[INFORMATION PROVIDED]

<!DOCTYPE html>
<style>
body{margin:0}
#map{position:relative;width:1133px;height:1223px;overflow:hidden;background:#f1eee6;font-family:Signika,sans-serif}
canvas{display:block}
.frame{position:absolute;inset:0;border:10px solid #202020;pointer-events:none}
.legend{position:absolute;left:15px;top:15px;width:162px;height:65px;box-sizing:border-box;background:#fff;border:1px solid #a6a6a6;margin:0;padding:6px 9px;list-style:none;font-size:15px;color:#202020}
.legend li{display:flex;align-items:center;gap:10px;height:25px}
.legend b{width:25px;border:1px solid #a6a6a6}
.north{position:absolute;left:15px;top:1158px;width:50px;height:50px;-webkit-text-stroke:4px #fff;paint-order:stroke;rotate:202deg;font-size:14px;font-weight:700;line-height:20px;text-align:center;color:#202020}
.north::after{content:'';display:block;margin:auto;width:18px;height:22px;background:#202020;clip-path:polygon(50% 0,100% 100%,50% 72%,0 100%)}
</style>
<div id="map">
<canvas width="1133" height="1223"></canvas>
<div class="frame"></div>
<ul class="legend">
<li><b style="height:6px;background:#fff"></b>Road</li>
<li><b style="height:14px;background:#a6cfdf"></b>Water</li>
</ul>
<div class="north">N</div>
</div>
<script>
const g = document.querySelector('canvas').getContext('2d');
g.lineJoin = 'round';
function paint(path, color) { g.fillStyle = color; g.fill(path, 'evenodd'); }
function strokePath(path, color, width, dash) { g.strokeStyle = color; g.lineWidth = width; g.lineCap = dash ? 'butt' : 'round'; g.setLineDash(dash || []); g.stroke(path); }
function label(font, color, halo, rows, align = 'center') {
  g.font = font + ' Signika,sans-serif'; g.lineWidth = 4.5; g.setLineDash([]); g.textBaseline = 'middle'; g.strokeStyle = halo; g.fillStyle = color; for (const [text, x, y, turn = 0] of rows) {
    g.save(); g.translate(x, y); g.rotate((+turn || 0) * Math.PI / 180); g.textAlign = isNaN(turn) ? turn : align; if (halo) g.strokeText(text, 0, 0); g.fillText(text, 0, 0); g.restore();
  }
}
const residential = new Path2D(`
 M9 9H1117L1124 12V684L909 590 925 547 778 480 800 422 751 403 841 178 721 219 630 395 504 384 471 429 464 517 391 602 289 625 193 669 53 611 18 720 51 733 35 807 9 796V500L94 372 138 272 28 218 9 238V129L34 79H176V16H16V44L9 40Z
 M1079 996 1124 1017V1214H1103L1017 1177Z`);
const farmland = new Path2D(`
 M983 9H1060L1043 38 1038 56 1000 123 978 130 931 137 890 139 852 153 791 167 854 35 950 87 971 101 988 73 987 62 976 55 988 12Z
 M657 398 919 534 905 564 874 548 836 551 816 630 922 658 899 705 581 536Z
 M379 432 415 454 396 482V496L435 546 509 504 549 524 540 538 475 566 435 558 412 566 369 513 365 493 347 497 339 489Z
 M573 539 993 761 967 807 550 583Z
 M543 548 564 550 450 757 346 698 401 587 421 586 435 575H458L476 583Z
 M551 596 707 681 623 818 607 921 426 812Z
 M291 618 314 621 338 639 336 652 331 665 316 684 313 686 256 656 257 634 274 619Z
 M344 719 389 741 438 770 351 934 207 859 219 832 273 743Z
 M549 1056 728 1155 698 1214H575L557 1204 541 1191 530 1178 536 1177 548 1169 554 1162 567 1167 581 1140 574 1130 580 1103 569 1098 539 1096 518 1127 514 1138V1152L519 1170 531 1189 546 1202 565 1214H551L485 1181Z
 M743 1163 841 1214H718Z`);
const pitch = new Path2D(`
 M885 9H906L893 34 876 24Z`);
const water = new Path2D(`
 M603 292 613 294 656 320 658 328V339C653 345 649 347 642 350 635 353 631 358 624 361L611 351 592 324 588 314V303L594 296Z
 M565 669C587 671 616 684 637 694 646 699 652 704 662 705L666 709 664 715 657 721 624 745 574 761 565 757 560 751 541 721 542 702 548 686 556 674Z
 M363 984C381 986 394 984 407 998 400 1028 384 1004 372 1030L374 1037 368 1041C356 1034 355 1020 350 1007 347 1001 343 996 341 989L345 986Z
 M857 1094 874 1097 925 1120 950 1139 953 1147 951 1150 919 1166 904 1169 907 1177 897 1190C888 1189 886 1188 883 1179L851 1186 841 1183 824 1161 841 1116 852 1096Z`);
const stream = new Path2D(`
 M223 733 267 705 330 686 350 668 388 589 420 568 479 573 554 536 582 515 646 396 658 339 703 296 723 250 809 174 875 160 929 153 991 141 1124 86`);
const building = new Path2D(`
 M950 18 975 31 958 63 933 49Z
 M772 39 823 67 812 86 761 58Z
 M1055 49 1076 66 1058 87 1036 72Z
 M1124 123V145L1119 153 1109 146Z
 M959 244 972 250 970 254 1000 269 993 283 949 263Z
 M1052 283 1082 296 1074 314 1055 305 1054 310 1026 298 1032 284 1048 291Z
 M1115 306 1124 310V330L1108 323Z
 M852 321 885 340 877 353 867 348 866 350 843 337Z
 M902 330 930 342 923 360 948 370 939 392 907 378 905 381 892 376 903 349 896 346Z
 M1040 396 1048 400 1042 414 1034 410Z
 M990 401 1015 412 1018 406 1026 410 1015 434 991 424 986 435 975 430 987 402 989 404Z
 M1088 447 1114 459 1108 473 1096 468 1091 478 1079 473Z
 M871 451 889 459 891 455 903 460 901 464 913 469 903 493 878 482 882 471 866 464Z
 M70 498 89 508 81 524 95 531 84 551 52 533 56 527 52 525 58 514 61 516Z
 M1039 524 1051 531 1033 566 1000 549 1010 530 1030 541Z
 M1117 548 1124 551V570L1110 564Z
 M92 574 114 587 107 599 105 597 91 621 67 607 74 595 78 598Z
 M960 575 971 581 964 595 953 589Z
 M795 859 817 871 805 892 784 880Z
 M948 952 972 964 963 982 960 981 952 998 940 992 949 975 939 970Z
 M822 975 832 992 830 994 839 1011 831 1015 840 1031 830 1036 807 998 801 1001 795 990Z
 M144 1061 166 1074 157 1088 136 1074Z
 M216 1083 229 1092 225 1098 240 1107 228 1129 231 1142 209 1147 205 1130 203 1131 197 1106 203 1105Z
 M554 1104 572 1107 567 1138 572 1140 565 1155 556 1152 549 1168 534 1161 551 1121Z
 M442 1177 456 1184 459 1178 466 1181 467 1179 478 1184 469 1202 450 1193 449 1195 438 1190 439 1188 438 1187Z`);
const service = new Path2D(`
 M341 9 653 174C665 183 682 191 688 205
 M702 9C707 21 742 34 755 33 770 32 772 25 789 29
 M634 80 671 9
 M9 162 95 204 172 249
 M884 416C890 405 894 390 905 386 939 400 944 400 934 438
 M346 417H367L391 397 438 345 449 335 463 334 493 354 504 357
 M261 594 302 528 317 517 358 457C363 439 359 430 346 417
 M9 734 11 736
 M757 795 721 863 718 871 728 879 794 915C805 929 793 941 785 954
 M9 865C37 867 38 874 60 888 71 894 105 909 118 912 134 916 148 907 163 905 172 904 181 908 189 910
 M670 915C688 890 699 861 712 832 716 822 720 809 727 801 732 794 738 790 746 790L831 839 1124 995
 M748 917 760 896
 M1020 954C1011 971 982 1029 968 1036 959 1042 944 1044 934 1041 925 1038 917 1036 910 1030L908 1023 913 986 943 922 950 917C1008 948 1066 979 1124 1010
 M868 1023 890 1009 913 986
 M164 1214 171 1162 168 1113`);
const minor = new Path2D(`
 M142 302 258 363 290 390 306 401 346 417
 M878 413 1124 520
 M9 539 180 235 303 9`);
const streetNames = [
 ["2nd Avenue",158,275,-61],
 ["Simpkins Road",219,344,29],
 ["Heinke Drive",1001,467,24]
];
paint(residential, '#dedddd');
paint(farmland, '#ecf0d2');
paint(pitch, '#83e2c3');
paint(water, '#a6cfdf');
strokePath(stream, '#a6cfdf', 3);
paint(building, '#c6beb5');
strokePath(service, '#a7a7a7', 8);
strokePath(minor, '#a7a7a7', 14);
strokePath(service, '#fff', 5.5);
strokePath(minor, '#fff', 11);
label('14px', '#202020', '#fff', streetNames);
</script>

[/INFORMATION PROVIDED]

### [WORK INSTRUCTIONS]
Look above for the line holding "M1079 996 1124" and the line holding "M885 9H906L893 34", then output exactly those two lines and every line between them, nothing more.

### [RESPONSE FOR THIS EXERCISE]
 M1079 996 1124 1017V1214H1103L1017 1177Z`);
const farmland = new Path2D(`
 M983 9H1060L1043 38 1038 56 1000 123 978 130 931 137 890 139 852 153 791 167 854 35 950 87 971 101 988 73 987 62 976 55 988 12Z
 M657 398 919 534 905 564 874 548 836 551 816 630 922 658 899 705 581 536Z
 M379 432 415 454 396 482V496L435 546 509 504 549 524 540 538 475 566 435 558 412 566 369 513 365 493 347 497 339 489Z
 M573 539 993 761 967 807 550 583Z
 M543 548 564 550 450 757 346 698 401 587 421 586 435 575H458L476 583Z
 M551 596 707 681 623 818 607 921 426 812Z
 M291 618 314 621 338 639 336 652 331 665 316 684 313 686 256 656 257 634 274 619Z
 M344 719 389 741 438 770 351 934 207 859 219 832 273 743Z
 M549 1056 728 1155 698 1214H575L557 1204 541 1191 530 1178 536 1177 548 1169 554 1162 567 1167 581 1140 574 1130 580 1103 569 1098 539 1096 518 1127 514 1138V1152L519 1170 531 1189 546 1202 565 1214H551L485 1181Z
 M743 1163 841 1214H718Z`);
const pitch = new Path2D(`
 M885 9H906L893 34 876 24Z`);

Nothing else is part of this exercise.